Home > Books > Leviathan Falls (The Expanse, #9)(186)

Leviathan Falls (The Expanse, #9)(186)

Author:James S. A. Corey

Hands? Jim tried to say, but there was so much to him now, he was so wide and bright and full it was hard to know whether he’d managed.

It’s a metaphor, Miller said. Don’t get too stuck on it.

Jim pressed out, and this time he was able to push everywhere at once. The pressure was terrible. The enemy was stronger than he was—than they were—but the structure of the rings and the space and the lines of subtle force were like a construction mech, amplifying his strength, protecting him. Slowly, achingly, he moved back. The crushing pressure outside the ring space was a furnace, an engine, a source of unimaginable energy. Like a judo master, the ring station took the near-infinite power of an entire universe trying to crush it and pivoted, turning its strength against it. The other, older universe just outside the sphere of rings moved past him, and he could feel the pain he caused it. He could feel its hatred. The wound in its flesh that he was.

It pushed, but he could hold it. The lines were in their places now, stable in a way that took less effort to hold in place until the ancient enemy rallied again. He felt it slithering against the slow zone, a black snake larger than suns.

All the energy we can use is from one thing that wants to be something else, Miller said. Water behind a dam that wants to get to an ocean. Coal that wants to be ash and smoke. Air that wants to equalize pressure. This structure is stealing energy from another place like a turbine slows down the wind just a little. And the things from the other place will never stop hating us for it.

Jim pulled back, extracting himself from mind after mind after mind. Making himself smaller, lesser, and weaker with each one. Making himself only himself.
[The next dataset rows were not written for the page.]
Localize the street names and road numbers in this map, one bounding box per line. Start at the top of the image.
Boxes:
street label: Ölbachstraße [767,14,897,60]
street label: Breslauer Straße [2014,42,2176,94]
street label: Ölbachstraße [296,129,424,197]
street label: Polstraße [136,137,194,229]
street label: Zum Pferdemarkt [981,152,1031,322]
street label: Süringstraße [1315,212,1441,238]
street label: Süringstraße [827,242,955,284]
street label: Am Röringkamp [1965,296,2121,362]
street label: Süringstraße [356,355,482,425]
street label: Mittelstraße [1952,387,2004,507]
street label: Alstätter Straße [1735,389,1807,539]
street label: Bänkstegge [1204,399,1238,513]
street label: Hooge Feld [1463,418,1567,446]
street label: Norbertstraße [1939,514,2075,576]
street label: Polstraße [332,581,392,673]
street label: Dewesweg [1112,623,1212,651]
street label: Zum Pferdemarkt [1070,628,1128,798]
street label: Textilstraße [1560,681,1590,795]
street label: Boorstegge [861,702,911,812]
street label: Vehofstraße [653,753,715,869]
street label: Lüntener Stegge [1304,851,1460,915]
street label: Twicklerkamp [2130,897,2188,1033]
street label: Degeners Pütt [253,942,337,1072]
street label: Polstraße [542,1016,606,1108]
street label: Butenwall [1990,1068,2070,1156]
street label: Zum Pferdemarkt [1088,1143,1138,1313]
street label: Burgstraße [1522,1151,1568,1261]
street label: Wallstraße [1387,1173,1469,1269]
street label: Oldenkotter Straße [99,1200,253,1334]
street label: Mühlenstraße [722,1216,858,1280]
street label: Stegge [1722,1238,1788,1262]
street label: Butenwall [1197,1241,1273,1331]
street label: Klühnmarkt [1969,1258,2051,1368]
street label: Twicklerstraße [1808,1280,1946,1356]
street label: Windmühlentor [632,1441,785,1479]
“So,” Miller continued, “they announced their let’s-call-it-displeasure by finding ways to slaughter us. When by ‘us’ I mean the other things that grew up in our universe. Our galactic photo-jellyfish cousins or whatever. The bad guys took out a system here, a system there. We shut down the gates to try to keep them from killing us, but it didn’t work. We tried to build tools that would stop them.”

“But nothing could,” Jim said.

“Nothing until now. See, now we’ve got a few billion murder-primates we can slot in where the airy-fairy angels of light used to be. I’m going to give us a better chance at that point.”

“That was Duarte’s plan.”

“It was.”

“I didn’t go through all of this just to be him.”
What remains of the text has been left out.